In the repositioned IOL fixation group, there was one case of redislocation after surgery, whereas redislocation did not occur in the exchanged IOL group; however, the difference between the groups was not statistically significant. IOL redislocation that occurred in the repositioned IOL fixation group was caused by the breakage of the optic–haptic junction at 1 week postoperatively. IOL fixed to the sclera using the flanged IOL fixation technique would apply greater tensile force on the haptic or optic–haptic junction compared with IOL using sutured scleral fixation. Additionally, the haptics of the dislocated IOL could undergo deformation due to the extended contraction of the capsular bag16. Therefore, even if a minor damage to the haptic or optic–haptic junction or optic is detected in the dislocated IOL, it should be exchanged with a new IOL instead of reusing it. Furthermore, when reusing the dislocated IOL, it is important to minimize manipulation of the haptic or optic–haptic junction of the dislocated IOL during surgery and gently manipulate it to minimize IOL damage. Additionally, the type of three-piece IOL should also be considered when deciding on the flanged IOL fixation with repositioned dislocated IOL. In south Korea, only four types of three-piece IOLs are commonly used: ZA9003 (Abbott Medical Optics Inc., Santa Ana, CA, USA), MA60AC (Alcon Laboratories, Fort Worth, TX), AR40e (Abbott Medical Optics Inc., Santa Ana, CA, USA), and PC-60AD (Hoya, Tokyo, Japan). Among these IOLs, PC-60AD is not suitable for this technique due to the bulging haptic end.

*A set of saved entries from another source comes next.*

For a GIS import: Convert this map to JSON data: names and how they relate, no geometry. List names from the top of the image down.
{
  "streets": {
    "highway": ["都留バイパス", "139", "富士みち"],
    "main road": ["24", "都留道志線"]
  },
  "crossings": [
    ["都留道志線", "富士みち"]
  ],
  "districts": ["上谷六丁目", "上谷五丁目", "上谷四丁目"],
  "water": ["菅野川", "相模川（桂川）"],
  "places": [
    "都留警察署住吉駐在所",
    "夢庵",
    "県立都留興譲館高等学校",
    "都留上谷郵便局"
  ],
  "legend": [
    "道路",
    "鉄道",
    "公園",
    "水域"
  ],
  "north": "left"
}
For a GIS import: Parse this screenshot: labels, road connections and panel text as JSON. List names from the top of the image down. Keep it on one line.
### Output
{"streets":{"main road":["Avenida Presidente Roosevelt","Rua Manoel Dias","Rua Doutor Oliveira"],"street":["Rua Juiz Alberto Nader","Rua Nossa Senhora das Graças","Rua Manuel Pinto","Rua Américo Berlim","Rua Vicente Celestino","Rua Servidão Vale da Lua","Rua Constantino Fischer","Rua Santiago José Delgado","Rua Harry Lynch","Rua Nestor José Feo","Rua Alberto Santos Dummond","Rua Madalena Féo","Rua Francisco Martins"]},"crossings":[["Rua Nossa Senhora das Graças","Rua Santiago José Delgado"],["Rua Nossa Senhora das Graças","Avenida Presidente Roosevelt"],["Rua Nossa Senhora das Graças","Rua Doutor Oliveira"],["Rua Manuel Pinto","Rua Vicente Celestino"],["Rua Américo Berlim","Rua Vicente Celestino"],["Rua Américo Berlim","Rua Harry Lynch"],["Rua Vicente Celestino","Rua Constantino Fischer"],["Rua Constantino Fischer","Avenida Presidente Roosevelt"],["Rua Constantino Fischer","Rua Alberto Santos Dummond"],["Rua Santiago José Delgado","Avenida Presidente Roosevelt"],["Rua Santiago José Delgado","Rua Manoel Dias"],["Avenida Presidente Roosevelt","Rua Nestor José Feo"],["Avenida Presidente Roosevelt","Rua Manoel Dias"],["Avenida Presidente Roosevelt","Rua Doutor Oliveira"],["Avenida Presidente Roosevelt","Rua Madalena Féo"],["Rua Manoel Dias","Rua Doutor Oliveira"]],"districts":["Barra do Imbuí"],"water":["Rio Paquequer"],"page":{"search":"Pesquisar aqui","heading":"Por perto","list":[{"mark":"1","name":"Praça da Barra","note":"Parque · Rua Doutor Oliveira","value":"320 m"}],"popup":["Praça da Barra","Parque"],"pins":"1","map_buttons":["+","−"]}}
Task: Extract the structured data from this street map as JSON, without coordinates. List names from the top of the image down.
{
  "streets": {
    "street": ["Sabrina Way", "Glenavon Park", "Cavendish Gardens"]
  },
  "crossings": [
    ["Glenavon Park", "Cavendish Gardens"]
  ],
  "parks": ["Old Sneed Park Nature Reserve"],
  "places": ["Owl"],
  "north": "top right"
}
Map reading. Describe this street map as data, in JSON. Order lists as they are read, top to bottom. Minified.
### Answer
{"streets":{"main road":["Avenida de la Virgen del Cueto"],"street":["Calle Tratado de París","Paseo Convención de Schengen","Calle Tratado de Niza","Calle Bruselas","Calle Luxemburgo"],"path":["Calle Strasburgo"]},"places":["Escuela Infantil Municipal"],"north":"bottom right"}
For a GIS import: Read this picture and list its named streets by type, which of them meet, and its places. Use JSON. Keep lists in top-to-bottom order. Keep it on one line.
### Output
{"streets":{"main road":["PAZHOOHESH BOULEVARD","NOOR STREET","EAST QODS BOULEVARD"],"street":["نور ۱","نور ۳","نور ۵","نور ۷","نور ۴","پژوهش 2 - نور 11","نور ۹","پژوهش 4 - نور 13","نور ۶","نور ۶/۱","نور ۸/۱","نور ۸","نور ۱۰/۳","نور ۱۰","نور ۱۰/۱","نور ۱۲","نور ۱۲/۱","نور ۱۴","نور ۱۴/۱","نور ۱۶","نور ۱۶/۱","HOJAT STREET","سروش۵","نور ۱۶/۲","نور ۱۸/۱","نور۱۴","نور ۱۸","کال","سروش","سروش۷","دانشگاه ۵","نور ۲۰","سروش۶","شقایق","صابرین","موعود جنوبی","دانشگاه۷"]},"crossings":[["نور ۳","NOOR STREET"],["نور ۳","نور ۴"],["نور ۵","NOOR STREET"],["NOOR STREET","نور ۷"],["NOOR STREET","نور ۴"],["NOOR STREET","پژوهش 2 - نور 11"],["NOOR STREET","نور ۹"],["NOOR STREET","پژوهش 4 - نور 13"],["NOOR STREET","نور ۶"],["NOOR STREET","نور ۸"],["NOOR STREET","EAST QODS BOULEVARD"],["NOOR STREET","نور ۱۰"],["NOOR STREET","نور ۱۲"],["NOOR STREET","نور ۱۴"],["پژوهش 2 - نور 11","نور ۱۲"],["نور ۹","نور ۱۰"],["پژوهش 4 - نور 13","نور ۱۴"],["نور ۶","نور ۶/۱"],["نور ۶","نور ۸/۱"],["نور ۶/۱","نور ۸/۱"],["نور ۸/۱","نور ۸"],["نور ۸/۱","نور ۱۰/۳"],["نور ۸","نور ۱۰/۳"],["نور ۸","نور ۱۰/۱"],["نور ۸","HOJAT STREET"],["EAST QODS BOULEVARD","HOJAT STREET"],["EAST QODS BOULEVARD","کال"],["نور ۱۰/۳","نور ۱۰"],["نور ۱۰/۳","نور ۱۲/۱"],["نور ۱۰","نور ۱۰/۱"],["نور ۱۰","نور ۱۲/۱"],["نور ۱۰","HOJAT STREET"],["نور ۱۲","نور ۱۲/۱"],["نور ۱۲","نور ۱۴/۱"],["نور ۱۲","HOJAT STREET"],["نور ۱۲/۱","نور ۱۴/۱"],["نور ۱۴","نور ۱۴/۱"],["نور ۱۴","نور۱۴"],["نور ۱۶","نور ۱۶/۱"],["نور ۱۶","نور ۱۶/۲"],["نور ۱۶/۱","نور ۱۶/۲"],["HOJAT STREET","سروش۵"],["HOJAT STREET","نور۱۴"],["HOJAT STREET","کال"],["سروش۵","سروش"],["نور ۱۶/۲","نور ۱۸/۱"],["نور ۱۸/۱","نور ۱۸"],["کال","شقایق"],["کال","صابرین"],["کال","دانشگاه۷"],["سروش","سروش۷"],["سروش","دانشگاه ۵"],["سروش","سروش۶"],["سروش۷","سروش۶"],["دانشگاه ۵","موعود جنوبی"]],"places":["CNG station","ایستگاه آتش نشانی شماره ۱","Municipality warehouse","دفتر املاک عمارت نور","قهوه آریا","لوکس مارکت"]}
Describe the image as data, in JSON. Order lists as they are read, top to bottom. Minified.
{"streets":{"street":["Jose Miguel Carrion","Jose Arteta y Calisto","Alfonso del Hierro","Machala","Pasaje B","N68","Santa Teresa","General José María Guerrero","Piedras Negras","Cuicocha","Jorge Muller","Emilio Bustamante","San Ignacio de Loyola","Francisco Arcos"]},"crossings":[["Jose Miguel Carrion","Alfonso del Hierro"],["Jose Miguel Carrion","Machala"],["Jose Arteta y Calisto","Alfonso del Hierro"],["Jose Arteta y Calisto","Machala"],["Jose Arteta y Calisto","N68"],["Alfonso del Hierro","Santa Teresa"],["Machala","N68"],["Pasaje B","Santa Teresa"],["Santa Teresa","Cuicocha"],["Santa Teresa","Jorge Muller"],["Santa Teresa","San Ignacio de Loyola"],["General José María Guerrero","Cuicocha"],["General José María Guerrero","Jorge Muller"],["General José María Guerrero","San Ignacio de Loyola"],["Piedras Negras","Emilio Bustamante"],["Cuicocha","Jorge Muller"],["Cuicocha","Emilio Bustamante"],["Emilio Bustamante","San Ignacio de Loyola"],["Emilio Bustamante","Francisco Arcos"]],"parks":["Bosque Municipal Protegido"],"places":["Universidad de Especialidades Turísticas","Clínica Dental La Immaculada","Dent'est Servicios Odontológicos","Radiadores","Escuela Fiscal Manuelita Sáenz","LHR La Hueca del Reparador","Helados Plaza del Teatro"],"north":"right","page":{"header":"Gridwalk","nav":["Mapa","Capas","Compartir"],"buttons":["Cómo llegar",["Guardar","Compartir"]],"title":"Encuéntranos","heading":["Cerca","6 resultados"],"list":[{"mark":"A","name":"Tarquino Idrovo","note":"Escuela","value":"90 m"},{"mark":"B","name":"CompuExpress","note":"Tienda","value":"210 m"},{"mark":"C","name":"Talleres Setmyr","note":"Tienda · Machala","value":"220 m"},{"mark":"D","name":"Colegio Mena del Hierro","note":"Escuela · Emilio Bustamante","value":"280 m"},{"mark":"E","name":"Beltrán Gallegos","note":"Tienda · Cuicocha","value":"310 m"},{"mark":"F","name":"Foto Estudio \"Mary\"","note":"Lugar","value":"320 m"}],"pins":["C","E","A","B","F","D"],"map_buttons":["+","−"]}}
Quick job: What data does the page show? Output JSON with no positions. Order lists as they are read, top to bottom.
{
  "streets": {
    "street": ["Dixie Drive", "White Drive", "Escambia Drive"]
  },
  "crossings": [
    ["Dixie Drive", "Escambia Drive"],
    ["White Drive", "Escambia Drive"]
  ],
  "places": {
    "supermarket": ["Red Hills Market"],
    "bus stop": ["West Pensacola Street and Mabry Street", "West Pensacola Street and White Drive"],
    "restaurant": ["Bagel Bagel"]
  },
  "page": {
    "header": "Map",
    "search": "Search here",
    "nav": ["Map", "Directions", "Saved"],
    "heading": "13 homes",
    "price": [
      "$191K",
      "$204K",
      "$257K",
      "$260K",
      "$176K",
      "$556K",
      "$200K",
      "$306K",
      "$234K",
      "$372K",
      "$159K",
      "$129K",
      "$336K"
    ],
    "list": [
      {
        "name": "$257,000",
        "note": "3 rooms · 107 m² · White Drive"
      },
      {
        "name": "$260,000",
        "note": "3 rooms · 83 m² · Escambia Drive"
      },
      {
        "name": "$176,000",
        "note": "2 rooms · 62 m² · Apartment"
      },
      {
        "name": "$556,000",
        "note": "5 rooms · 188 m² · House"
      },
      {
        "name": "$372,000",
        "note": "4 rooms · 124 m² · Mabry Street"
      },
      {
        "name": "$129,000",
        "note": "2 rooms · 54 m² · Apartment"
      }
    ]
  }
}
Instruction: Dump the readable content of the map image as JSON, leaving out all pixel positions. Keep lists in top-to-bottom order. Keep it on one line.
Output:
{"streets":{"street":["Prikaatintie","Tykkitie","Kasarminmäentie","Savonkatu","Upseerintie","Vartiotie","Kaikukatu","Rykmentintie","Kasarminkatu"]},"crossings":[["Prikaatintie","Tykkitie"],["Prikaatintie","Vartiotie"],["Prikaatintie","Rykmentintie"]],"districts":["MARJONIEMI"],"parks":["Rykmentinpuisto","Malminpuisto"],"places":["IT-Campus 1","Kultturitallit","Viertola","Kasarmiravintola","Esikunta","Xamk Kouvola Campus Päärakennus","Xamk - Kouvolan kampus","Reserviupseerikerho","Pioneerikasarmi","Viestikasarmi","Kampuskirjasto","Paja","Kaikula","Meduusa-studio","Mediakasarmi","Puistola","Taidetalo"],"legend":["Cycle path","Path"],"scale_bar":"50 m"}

This study has several limitations, including a small sample size and relatively short postoperative follow-up period. We compared the clinical outcomes between the groups for only 1 year. However, several studies have reported that complications, including IOL redislocation, may occur after more than 5 years of sutured scleral fixation17,18. Thus, a longer follow-up monitoring of the cohort is warranted.

Previous studies have reported that corneal ECD decreased to 6.0–20.0% after cataract surgery and could not be regenerated19,20. Thus, patients with IOL dislocation who undergo cataract surgery may be relatively vulnerable to postoperative corneal complications, including corneal decompensation. In conclusion, flanged IOL fixation using the dislocated IOL was an effective and safe technique for minimizing corneal endothelial damage and astigmatic changes in a patient with three-piece IOL dislocation. However, it is important to thoroughly assess the dislocated IOL deformity before and during surgery and gently manipulate it to minimize IOL damage.